Transcribe all records exactly; omit pictures.

[Stored items]
──────────────────────────────

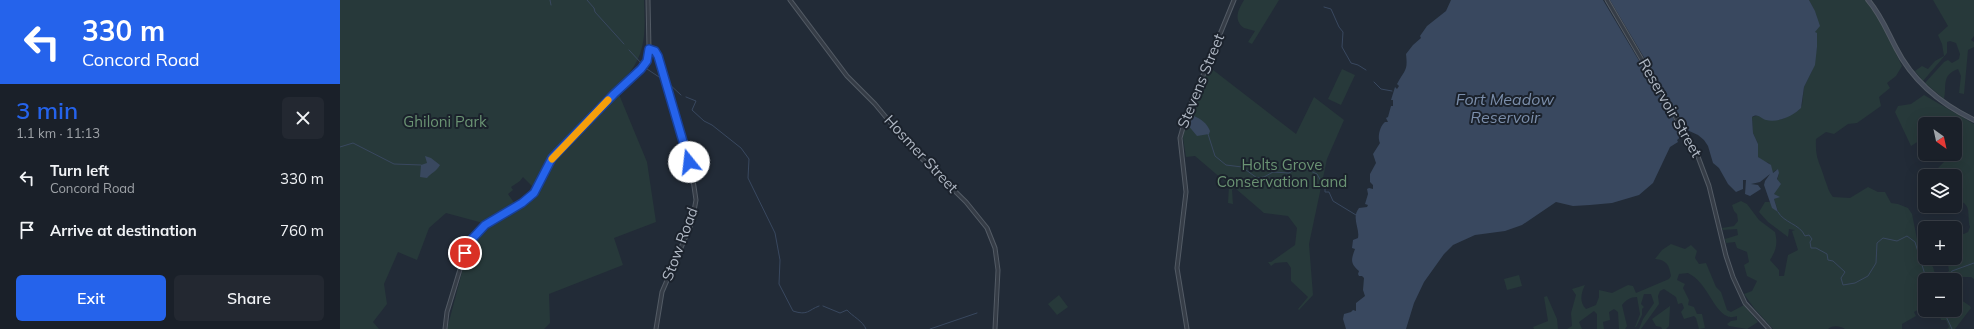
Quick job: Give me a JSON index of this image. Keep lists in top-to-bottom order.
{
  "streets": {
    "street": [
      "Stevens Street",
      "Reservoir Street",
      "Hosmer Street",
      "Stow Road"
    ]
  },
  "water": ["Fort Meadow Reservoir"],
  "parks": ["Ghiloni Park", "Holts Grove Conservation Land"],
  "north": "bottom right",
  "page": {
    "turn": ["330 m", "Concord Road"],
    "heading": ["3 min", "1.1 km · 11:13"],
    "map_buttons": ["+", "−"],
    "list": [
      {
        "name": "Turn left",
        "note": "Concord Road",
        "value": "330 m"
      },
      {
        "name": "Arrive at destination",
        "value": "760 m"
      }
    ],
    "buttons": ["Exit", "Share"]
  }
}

──────────────────────────────

_Response below_
Quick job: Give me a JSON index of this image. Keep lists in top-to-bottom order.
{
  "streets": {
    "street": [
      "Stevens Street",
      "Reservoir Street",
      "Hosmer Street",
      "Stow Road"
    ]
  },
  "water": ["Fort Meadow Reservoir"],
  "parks": ["Ghiloni Park", "Holts Grove Conservation Land"],
  "north": "bottom right",
  "page": {
    "turn": ["330 m", "Concord Road"],
    "heading": ["3 min", "1.1 km · 11:13"],
    "map_buttons": ["+", "−"],
    "list": [
      {
        "name": "Turn left",
        "note": "Concord Road",
        "value": "330 m"
      },
      {
        "name": "Arrive at destination",
        "value": "760 m"
      }
    ],
    "buttons": ["Exit", "Share"]
  }
}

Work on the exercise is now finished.